***** Data for the task

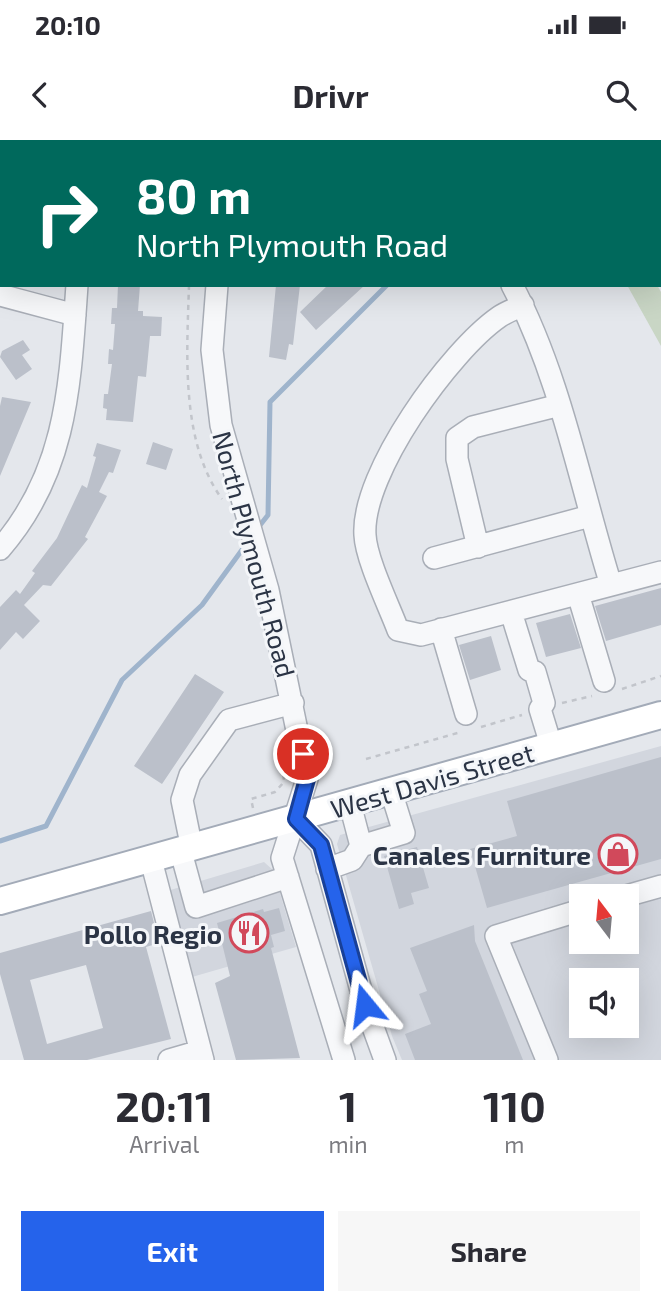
<!DOCTYPE html>
<html lang="en">
<head>
<meta charset="utf-8">
<style>
	body { margin:0; font-family:"Exo 2",sans-serif; background:#f7f7f7; color:#2b2b33; height:100vh; display:flex; flex-direction:column; font-size:26px; white-space:nowrap }
	* { box-sizing:border-box; margin:0 }
	p { font-size:23px; color:#7c7c81 }
	.icon { flex:none; width:38px; height:38px; fill:none; stroke:currentColor; stroke-width:2; stroke-linecap:round; stroke-linejoin:round }
	.map { position:relative; height:920px; overflow:hidden }
	.panel { display:flex; flex-direction:column; background:#fff; flex:1 }
	.panel>* { flex:none }
	.top-card { position:absolute; left:0px; top:0px; width:662px; height:147px; box-shadow:0 7px 28px #0002; background:#00695c; color:#fff; overflow:hidden }
	.needle { width:46px; rotate:344deg }
	.fabs { position:absolute; left:569px; top:744px; display:grid; gap:14px }
	.fabs a { display:grid; place-items:center; width:70px; height:70px; border-radius:0px; background:#fff; box-shadow:0 7px 28px #0002; font-size:35px }
	.pin { position:absolute; display:grid; place-items:center; width:60px; height:60px; color:#fff; margin:-30px; border:4px solid #fff; border-radius:50%; box-shadow:0 2px 7px #0007 }
	.me { position:absolute; width:77px; margin:-38px; rotate:344deg; stroke-linejoin:round; filter:drop-shadow(0 0 5px #0008) }
	.turn { display:flex; align-items:center; gap:24px; height:147px; padding:0 21px; font-size:32px }
	.turn .icon { width:91px; height:91px; stroke-width:2.5 }
	.turn b { display:block; font-size:49px; line-height:60px }
	.eta { display:flex; justify-content:space-evenly; align-items:center; height:119px; text-align:center }
	.eta b { font-size:42px; font-weight:700; line-height:49px }
	.cta { display:flex; gap:14px; margin-top:auto; padding:14px 21px }
	.cta a { flex:1; height:80px; border-radius:0px; background:#2563eb; color:#fff; font-size:28px; font-weight:700; line-height:80px; text-align:center }
	.cta a+a { background:#f7f7f7; color:#2b2b33 }
	.status { display:flex; justify-content:space-between; align-items:center; height:49px; padding:0 35px; background:#fff; direction:ltr }
	.status svg { height:19px; fill:currentColor }
	header { display:flex; justify-content:space-between; align-items:center; height:91px; padding:0 21px; background:#fff; font-size:32px; font-weight:700 }
	.map>svg:first-child { display:block }
	.built { fill:#d2d6de; fill-rule:evenodd }
	.green { fill:#c9d6c5 }
	.lines { fill:none; stroke-linecap:round; stroke-linejoin:round }
	.stream { stroke:#9fb4cc; stroke-width:5 }
	.building { fill:#bbc0ca; fill-rule:evenodd }
	.minor-casing { stroke:#a9aeb7; stroke-width:24 }
	.major-casing { stroke:#a3abb8; stroke-width:30 }
	.path { stroke:#c2c5cb; stroke-width:2.5; stroke-dasharray:5 5; stroke-linecap:butt }
	.minor { stroke:#f7f8fa; stroke-width:21 }
	.major { stroke:#fff; stroke-width:26 }
	.route-casing { stroke:#184099; stroke-width:18 }
	.route { stroke:#2563eb; stroke-width:12 }
	.labels { text-anchor:middle; dominant-baseline:central; stroke-width:6; stroke-linejoin:round; paint-order:stroke }
	.street-label { font-size:26px; fill:#2b3445; stroke:#f4f6f9 }
	.poi-label { font-size:26px; font-weight:bold; fill:#2b3445; stroke:#f4f6f9; text-anchor:end }
</style>
</head>
<body>
<div class="status"><b>20:10</b><svg viewBox="0 0 49 12"><path d="M0 12V9h3v3zM5 12V6h3v6zM10 12V3h3v9zM15 12V0h3v12zM26 1h20v11H26zM47 4h2v5h-2z"/></svg></div>
<header><svg class="icon" aria-label="back" viewBox="0 0 24 24"><path d="M15 5l-7 7 7 7"/></svg>Drivr<svg class="icon" aria-label="search" viewBox="0 0 24 24"><circle cx="10" cy="10" r="6"/><path d="M15 15l6 6"/></svg></header>
<div class="map">
<svg width="661" height="920" viewBox="0 0 661 920">
	<rect width="100%" height="100%" fill="#e4e7ec"/>
	<!-- built -->
	<path class="built" d="M 661,606 L 661,920 L 402,920 L 392,896 L 337,704 L 340,695 ZM 581,756 L 626,756 L 626,802 L 581,802 ZM 581,840 L 626,840 L 626,886 L 581,886 Z
		M 264,722 L 273,730 L 296,807 L 192,837 L 167,751 Z"/>
	<!-- green -->
	<path class="green" d="M 555,0 L 661,0 L 661,60 L 660,2 Z
		M 627,145 L 657,145 L 661,152 L 661,206 Z"/>
	<g class="lines">
		<!-- stream -->
		<path class="stream" d="M 452,2 L 452,0
			M 257,389 L 268,375 L 270,262 L 387,145
			M 0,701 L 46,686 L 122,540 L 202,465 L 247,403"/>
	</g>
	<!-- building -->
	<path class="building" d="M 118,145 L 140,145 L 138,171 L 143,171 L 143,176 L 162,177 L 161,196 L 150,196 L 146,237 L 138,236 L 133,282 L 106,280 L 107,269 L 103,268 L 104,254 L 108,254 L 112,224 L 108,224 L 109,209 L 113,210 L 115,184 L 111,184 L 112,168 L 117,168 Z
		M 276,145 L 300,145 L 293,205 L 289,204 L 286,220 L 269,217 Z
		M 328,145 L 365,145 L 316,190 L 300,172 Z
		M 23,200 L 30,210 L 22,215 L 32,229 L 16,240 L 0,217 L 2,211 Z
		M 2,257 L 31,262 L 0,336 L 0,266 Z
		M 153,302 L 173,309 L 166,330 L 146,324 Z
		M 97,303 L 121,310 L 113,333 L 109,332 L 99,352 L 107,356 L 85,397 L 88,399 L 51,446 L 43,445 L 24,465 L 40,481 L 23,499 L 16,492 L 0,510 L 0,467 L 16,450 L 20,454 L 35,433 L 32,431 L 57,398 L 82,345 L 87,348 L 96,317 L 93,316 Z
		M 661,448 L 661,485 L 606,501 L 595,466 Z
		M 570,474 L 581,508 L 546,517 L 536,483 Z
		M 491,496 L 501,530 L 470,540 L 459,505 Z
		M 195,534 L 224,552 L 162,644 L 134,626 Z
		M 661,617 L 661,719 L 487,768 L 470,709 L 517,696 L 507,661 Z
		M 417,707 L 429,748 L 411,753 L 414,764 L 399,769 L 384,716 Z
		M 279,768 L 285,791 L 271,795 L 274,807 L 271,808 L 300,918 L 236,920 L 215,843 L 230,836 L 217,783 L 263,769 L 264,772 Z
		M 151,771 L 159,803 L 146,807 L 171,899 L 87,920 L 24,920 L 0,834 L 0,813 ZM 86,825 L 103,888 L 47,904 L 30,840 Z
		M 474,785 L 475,801 L 523,920 L 415,920 L 405,894 L 431,884 L 419,854 L 427,851 L 410,808 Z"/>
	<g class="lines">
		<defs>
			<path id="minor" d="M 148,0 L 151,2
				M 104,2 L 105,0
				M 241,2 L 241,0
				M 373,2 L 373,0
				M 660,116 L 661,119
				M 217,145 L 212,210 L 221,285 L 268,450 L 307,639 L 282,718 L 344,920
				M 512,145 C 561,238 580,345 611,445
				M 0,155 L 75,175
				M 523,165 C 515,169 506,172 499,177 C 450,211 361,333 365,395 C 366,419 389,466 398,490 L 421,495 L 661,432
				M 478,407 L 457,319 L 457,298 L 473,287 L 560,265
				M 0,409 C 68,331 70,243 77,145
				M 434,418 L 590,376
				M 578,454 L 604,541
				M 511,472 L 529,530 L 535,532 L 544,563 L 540,569 L 551,605
				M 441,489 L 466,574
				M 296,679 L 321,705 L 365,865 L 385,920
				M 361,706 L 404,693 L 391,651
				M 192,709 L 182,660 L 190,635 L 229,580 L 293,563
				M 181,712 L 196,767 L 288,737
				M 151,720 L 203,920
				M 327,729 L 352,720 L 361,706 L 350,664
				M 626,756 L 661,746
				M 169,920 L 200,911
				M 547,920 L 496,796 L 581,770"/>
			<path id="major" d="M 0,761 L 661,575"/>
		</defs>
		<!-- minor casing -->
		<use href="#minor" class="minor-casing"/>
		<!-- major casing -->
		<use href="#major" class="major-casing"/>
		<!-- path -->
		<path class="path" d="M 189,145 C 187,213 180,301 222,359
			M 622,549 L 661,536
			M 562,563 L 592,556
			M 481,587 L 522,575
			M 366,619 L 461,592
			M 253,668 L 251,659 L 275,652 L 284,642 L 282,615"/>
		<!-- minor -->
		<use href="#minor" class="minor"/>
		<!-- major -->
		<use href="#major" class="major"/>
	</g>
	<g class="lines">
		<defs>
			<path id="route" d="M 303,614 L 307,639 L 296,679 L 321,705 L 365,865"/>
		</defs>
		<!-- route casing -->
		<use href="#route" class="route-casing"/>
		<!-- route -->
		<use href="#route" class="route"/>
	</g>
	<!-- icons -->
	<defs>
		<symbol id="shop-ring" viewBox="-11 -11 22 22"><circle r="9.5" fill="#f4f6f9" stroke="#d1495b" stroke-width="1.5"/><path d="M-5-2.5h2.3a2.7 3.5 0 0 1 5.4 0H5L5.5 6h-11ZM-1.5-2.5h3a1.5 2.3 0 0 0-3 0Z" fill="#d1495b"/></symbol>
		<symbol id="restaurant-ring" viewBox="-11 -11 22 22"><circle r="9.5" fill="#f4f6f9" stroke="#d1495b" stroke-width="1.5"/><path d="M-5-6h1v4h1v-4h1v4h1v-4h1v5L-1.5 .5V6h-2V.5L-5-1ZM5-6V6H3V1.5H1.5Q1.5-4 5-6Z" fill="#d1495b"/></symbol>
	</defs>
	<g fill-rule="evenodd">
		<use href="#shop-ring" x="596" y="692" width="44" height="44"/>
		<use href="#restaurant-ring" x="227" y="771" width="44" height="44"/>
	</g>
	<g class="labels">
		<!-- street labels -->
		<g class="street-label">
			<text transform="translate(255 414) rotate(75)">North Plymouth Road</text>
			<text transform="translate(432 640) rotate(-16)">West Davis Street</text>
		</g>
		<!-- poi labels -->
		<g class="poi-label">
			<text x="591" y="714">Canales Furniture</text>
			<text x="222" y="793">Pollo Regio</text>
		</g>
	</g>
</svg>
<div class="fabs">
<a><svg class="needle" viewBox="-14 -14 28 28"><path d="M0-13l5 13h-10z" fill="#e53935"/><path d="M0 13l5-13h-10z" fill="#7c7c81"/></svg></a>
<a><svg class="icon" aria-label="sound" viewBox="0 0 24 24"><path d="M4 9h4l5-4v14l-5-4H4zM17 9q2 3 0 6"/></svg></a>
</div>
<div class="pin" style="left:303px;top:614px;background:#d93025"><svg class="icon" aria-label="arrive" viewBox="0 0 24 24"><path d="M6 21V4h12l-3 4 3 4H6"/></svg></div>
<svg class="me" style="left:365px;top:865px" viewBox="-20 -20 40 40"><path d="M0-17L14 15 0 8-14 15z" fill="#2563eb" stroke="#fff" stroke-width="4"/></svg>
<div class="top-card">
<div class="turn"><svg class="icon" aria-label="right" viewBox="0 0 24 24"><path d="M7 20v-9h11M14 6l5 5-5 5"/></svg><div><b>80 m</b>North Plymouth Road</div></div>
</div>
</div>
<section class="panel">
<div class="eta">
<div><b>20:11</b><p>Arrival</p></div>
<div><b>1</b><p>min</p></div>
<div><b>110</b><p>m</p></div>
</div>
<div class="cta"><a>Exit</a><a>Share</a></div>
</section>
</body>
</html>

**********

## About this task
From the opening line of the entries, copy each line exactly until the line with "display:flex; flex-direction:column; background:#fff;", which is copied as well; leave out pictures.

## Answer to this problem
<!DOCTYPE html>
<html lang="en">
<head>
<meta charset="utf-8">
<style>
	body { margin:0; font-family:"Exo 2",sans-serif; background:#f7f7f7; color:#2b2b33; height:100vh; display:flex; flex-direction:column; font-size:26px; white-space:nowrap }
	* { box-sizing:border-box; margin:0 }
	p { font-size:23px; color:#7c7c81 }
	.icon { flex:none; width:38px; height:38px; fill:none; stroke:currentColor; stroke-width:2; stroke-linecap:round; stroke-linejoin:round }
	.map { position:relative; height:920px; overflow:hidden }
	.panel { display:flex; flex-direction:column; background:#fff; flex:1 }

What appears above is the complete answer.